This weekend, I finally had a chance to listen to the Content Strategy for Technical Communication webinar, previously recorded by Scriptorium Publishing Services.
Sarah O’Keefe, well-regarded thought leader and consultant in the technical communication community, provides a road map for technical communicators to apply the emerging methodology known as content strategy to the requirements and deliverables that are more specific to the technical communication discipline.
Content Strategy for Technical Communication
In her introduction, O’Keefe observes that most current definitions of content strategy focus mainly on web content. Throughout her presentation, O’Keefe applies the overarching principles of content strategy directly to the information products that technical communicators traditionally deliver, including localized content, print, embedded help, context-sensitive help, and code comments.
O’Keefe further notes that content strategy for technical communicators must account for many complex challenges, including multiple outputs, regulated content, coordination with product development/product management, and conditionality/versioning issues for content that is applicable to multiple products and audiences.
O’Keefe defines content strategy for technical communication, in this way:
…a plan for developing, delivering, deploying, and destroying your information.
The rest of O”Keefe’s presentation provides an over-arching methodology for content strategy, including identifying gaps in the workflow, considering the business drivers (time, quality, and money), and proposing new content requirements for the amended workflow.
Content Strategy Tactics
After discussing the methodology, O’Keefe describes the various tactics (for example, Technical Communication, Community, Localization, Training, and Traceability/FDA Validation) that would need to be part of the overall content strategy.

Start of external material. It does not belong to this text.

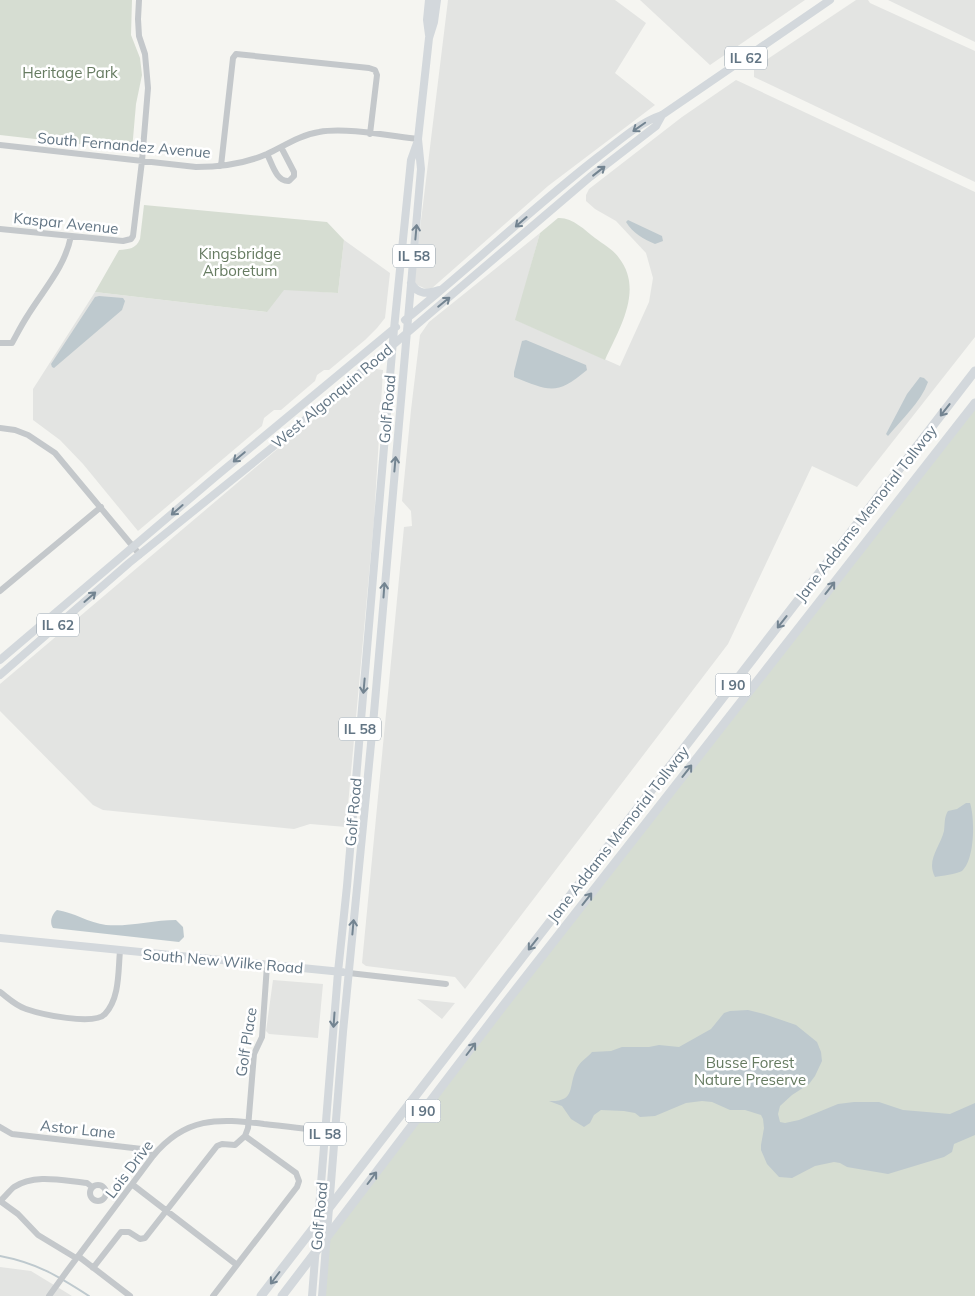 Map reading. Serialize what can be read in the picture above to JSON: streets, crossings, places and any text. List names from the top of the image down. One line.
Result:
{"streets":{"highway":["Jane Addams Memorial Tollway","I 90"],"main road":["IL 62","IL 58","West Algonquin Road","Golf Road","South New Wilke Road"],"street":["South Fernandez Avenue","Kaspar Avenue","Golf Place","Astor Lane","Lois Drive"]},"crossings":[["South Fernandez Avenue","Kaspar Avenue"],["South Fernandez Avenue","IL 58"],["IL 58","West Algonquin Road"],["IL 58","Golf Road"],["West Algonquin Road","Golf Road"],["Golf Road","South New Wilke Road"],["Golf Road","Lois Drive"],["South New Wilke Road","Golf Place"],["Golf Place","Lois Drive"],["Astor Lane","Lois Drive"]],"parks":["Heritage Park","Kingsbridge Arboretum","Busse Forest Nature Preserve"]}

The 4Ds for Technical Communicators
O’Keefe then goes on to provide a roadmap for the specific activities (the 4 Ds–developing, delivering, deploying, and destroying information), which she recommends would occur as part of content strategy, within the technical communication piece of the overall plan.
To learn more about Content strategy for technical communication, check out the webinar, or view these additional webinars from Scriptorium Publishing.
My Reaction: Content Strategy & Product Management
O’Keefe’s slides are an important resource not just for technical communicators, but for all communicators who are trying to sync up content delivery, in the best interest of our customers. I agree with Sarah, when says that content strategy is more than a buzzword and goes above and beyond traditional project management or information architecture. Content strategy is a coordinated plan between the disciplines, which shows where an organization intends to put its content development efforts.
Personally, I would forsee those responsible for each of the tactics Sarah mentioned (including Technical Communication, Community, Localization, Training, and Traceability/FDA Validation) each being held accountable for taking a first pass at the content strategy for that respective tactic. (The organizational units and groups responsible for developing content, who are not mentioned in this list of tactics, would supply this kind of plan as well.)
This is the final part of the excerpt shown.